Quick Tip: Automated Watermarking With Photoshop
People have mixed opinions over watermarking photographs, and whether it’s really necessary. The fact remains that it’s a good way to prevent your images being copied without attribution and many photographers find it incredibly reassuring. Although several photo-management apps such as Lightroom and Aperture have in-built watermarking functionality, today I’ll be showing you how to quickly automate the process in Photoshop!
Step 1. Choose Your Watermark
When I do choose to watermark images, I go down the route of a simple written copyright notice in the lower corner of a photograph. It’s possible to do far more advanced and thorough watermarking, but I feel this often distracts from the image itself.
The first step is to choose the text you’d like to be replicated on each image. For my example, I’ll be using Copright © David Appleyard

Step 2. Open and Resize a Photo
Next, open a sample photograph in Photoshop and resize it to the dimensions that you most commonly work with. I’m going with 800px wide.

Step 3. Start Recording a New Action
We’ll be using Photoshop’s “Actions” panel for this. It should be visible towards the right of your screen – if not, click Window > Actions to show it. We want Photoshop to essentially record the steps we make from this point on, to be able to replicate them in the future.
To create a new Action and start recording, click the “New” button and give your action a name. From this point on, be sure to only follow the instructions given here, and don’t click anything else!

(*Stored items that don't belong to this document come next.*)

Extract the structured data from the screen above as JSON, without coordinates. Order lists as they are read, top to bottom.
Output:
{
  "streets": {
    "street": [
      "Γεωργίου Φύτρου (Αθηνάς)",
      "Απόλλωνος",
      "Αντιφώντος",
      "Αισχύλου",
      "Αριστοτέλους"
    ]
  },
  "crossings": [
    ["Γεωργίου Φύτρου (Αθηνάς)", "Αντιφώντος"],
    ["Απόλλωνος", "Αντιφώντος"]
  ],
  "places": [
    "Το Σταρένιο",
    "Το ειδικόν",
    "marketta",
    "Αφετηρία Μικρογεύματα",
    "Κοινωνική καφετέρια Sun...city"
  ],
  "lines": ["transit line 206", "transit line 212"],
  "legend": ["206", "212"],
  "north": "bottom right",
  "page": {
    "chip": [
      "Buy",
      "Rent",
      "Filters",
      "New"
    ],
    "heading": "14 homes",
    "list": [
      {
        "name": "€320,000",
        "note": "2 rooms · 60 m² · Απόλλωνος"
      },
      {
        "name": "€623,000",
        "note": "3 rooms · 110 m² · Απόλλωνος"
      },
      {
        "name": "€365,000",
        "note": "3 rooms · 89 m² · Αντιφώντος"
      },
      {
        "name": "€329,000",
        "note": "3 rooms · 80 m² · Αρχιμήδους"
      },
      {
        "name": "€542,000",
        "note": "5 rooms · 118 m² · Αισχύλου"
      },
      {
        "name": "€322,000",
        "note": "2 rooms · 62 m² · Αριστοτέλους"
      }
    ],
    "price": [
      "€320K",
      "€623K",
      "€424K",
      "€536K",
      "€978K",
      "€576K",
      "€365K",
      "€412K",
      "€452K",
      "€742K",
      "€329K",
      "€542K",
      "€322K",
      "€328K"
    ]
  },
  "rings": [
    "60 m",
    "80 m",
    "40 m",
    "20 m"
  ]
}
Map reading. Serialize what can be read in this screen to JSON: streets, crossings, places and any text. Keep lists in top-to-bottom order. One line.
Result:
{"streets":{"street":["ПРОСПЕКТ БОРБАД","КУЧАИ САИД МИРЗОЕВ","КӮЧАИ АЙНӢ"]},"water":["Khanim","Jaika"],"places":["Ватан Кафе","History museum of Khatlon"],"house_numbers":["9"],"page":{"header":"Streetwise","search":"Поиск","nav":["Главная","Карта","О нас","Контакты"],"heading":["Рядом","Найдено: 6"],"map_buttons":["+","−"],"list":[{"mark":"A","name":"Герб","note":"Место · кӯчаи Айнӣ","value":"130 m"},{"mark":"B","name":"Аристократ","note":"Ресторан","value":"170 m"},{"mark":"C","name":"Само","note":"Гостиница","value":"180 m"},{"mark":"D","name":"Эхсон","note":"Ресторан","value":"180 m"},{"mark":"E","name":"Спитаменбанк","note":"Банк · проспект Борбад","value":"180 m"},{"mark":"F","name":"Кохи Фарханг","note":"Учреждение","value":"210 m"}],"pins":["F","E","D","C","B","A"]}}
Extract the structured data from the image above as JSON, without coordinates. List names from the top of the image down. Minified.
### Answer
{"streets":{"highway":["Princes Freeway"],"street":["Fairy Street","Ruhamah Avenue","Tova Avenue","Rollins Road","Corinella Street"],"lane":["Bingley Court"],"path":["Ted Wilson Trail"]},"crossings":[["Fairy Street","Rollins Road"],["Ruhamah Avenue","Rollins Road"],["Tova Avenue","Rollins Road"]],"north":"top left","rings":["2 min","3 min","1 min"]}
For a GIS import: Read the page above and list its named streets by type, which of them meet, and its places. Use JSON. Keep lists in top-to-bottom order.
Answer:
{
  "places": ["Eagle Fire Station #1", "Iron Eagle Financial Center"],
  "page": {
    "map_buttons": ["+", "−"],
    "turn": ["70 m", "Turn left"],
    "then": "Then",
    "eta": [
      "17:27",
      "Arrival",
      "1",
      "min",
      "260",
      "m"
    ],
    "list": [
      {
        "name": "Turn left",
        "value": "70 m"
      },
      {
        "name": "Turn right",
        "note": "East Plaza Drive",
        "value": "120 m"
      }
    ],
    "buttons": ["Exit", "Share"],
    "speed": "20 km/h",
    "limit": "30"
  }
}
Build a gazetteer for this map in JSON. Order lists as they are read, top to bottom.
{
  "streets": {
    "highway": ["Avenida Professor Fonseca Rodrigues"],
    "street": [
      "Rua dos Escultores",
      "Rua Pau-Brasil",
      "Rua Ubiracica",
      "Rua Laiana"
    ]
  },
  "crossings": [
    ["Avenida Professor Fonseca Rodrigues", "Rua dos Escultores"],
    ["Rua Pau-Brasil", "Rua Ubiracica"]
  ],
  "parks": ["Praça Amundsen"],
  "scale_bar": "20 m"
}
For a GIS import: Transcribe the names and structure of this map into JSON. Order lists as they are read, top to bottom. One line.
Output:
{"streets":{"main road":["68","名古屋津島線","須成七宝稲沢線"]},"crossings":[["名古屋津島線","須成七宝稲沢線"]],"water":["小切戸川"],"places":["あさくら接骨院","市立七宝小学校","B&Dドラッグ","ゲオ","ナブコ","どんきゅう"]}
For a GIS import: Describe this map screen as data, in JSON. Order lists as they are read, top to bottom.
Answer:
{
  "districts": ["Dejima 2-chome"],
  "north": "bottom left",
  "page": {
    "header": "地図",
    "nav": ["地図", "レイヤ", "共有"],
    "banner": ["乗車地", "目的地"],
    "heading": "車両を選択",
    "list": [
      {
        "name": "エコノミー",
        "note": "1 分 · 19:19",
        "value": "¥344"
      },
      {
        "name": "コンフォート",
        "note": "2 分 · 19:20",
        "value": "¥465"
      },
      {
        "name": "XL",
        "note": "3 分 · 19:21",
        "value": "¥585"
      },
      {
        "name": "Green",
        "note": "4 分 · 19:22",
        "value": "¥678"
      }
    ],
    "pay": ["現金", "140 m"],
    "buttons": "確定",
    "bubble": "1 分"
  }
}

Step 4. Type & Format Your Watermark
The next step is to type your watermark, as you’d like it to appear on every photo. When you’ve done that, format the text to look as you’d like – bold, italic, colour, opacity etc. When done, click another tool to finish editing the text layer.
Step 5. Position the Watermark
I’m going to assume that you’d always like the watermark to appear in the lower right corner of the image. To do this, take a look at the Layers palette and select both your photography and text layer (Ctrl-Click or Command-Click both layers to select them both).
Then, look to the top menu and select Layer > Align >Right Edges, followed by Layer > Align > Bottom Edges. Your watermark should snap to the lower right-hand edge. You’ll probably want a little padding, so proceed to select only the text layer, then just nudge it 20px left and 20px up with your keyboard arrow keys.

Step 6. Stop Recording
You’re all done, so click the square button just below your current Action to stop the recording process. You should now be left with an Action that you can re-use time and time again! Just open an image and hit the “Play” button. If you’d like to automate the process for a folder of images, you can do so using File > Automate > Batch.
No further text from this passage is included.